What Is the Income Statement?
The income statement (or P&L) summarizes revenues, costs, and expenses over a period, arriving at net income — the bottom-line profit.
Income Statement Structure
Revenue minus COGS equals Gross Profit. Gross Profit minus Operating Expenses (SG&A, R&D) equals Operating Income (EBIT). EBIT minus Interest and Non-Operating Items equals Pre-Tax Income. Pre-Tax Income minus Taxes equals Net Income.
Key Profitability Metrics
Gross Margin (Gross Profit / Revenue) measures production efficiency. EBITDA Margin measures operating cash profitability. EBIT Margin measures operating profitability including D&A. Net Margin measures overall profitability.

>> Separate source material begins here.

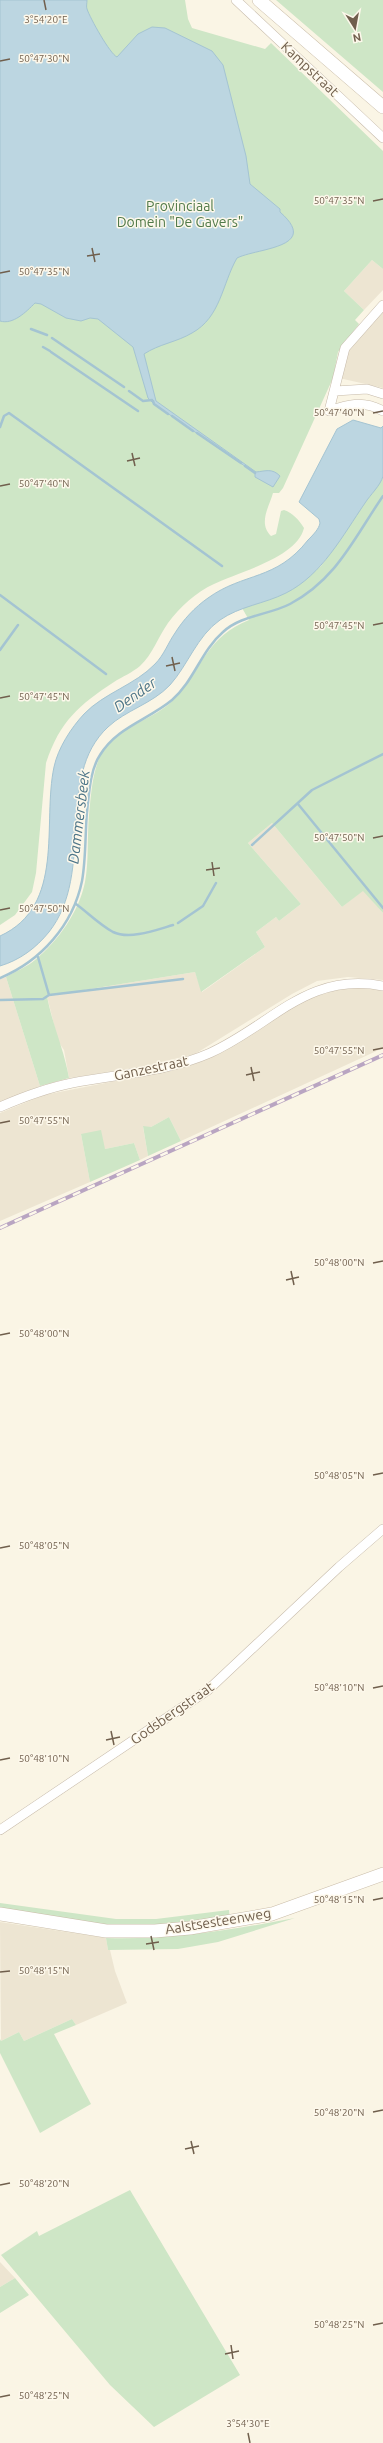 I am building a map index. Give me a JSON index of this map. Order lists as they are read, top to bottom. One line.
{"streets":{"main road":["Kampstraat","Aalstsesteenweg"],"street":["Ganzestraat","Godsbergstraat"]},"water":["Dender","Dammersbeek"],"parks":["Provinciaal Domein \"De Gavers\""],"north":"bottom","coordinates":["3°54'20\"E","50°47'30\"N","50°47'35\"N","50°47'40\"N","50°47'45\"N","50°47'50\"N","50°47'55\"N","50°48'00\"N","50°48'05\"N","50°48'10\"N","50°48'15\"N","50°48'20\"N","50°48'25\"N","3°54'30\"E"]}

Two companies with similar gross margins but different EBIT margins may have very different cost structures. Analyzing margin trends and peer comparisons reveals operating leverage and competitive positioning.
The Income Statement in Banking
The income statement is typically the first statement projected in financial models. Revenue growth drives the model. It connects to the balance sheet through retained earnings and to the cash flow statement through net income.
For valuation: revenue for EV/Revenue, EBITDA for EV/EBITDA, EBIT for EV/EBIT, net income for P/E. Understanding where each metric falls on the income statement is essential for applying the right multiple.
Recurring vs. Non-Recurring Items
Bankers distinguish between recurring and non-recurring items. Non-recurring charges include restructuring costs, impairments, and litigation settlements. Adjusted metrics exclude these to reflect sustainable earnings. Valuation multiples should be based on normalized, recurring earnings.
GAAP vs. Non-GAAP
Non-GAAP adjustments commonly exclude SBC, amortization of acquired intangibles, and restructuring charges. While useful, they can inflate apparent profitability. Bankers must evaluate which adjustments are justified.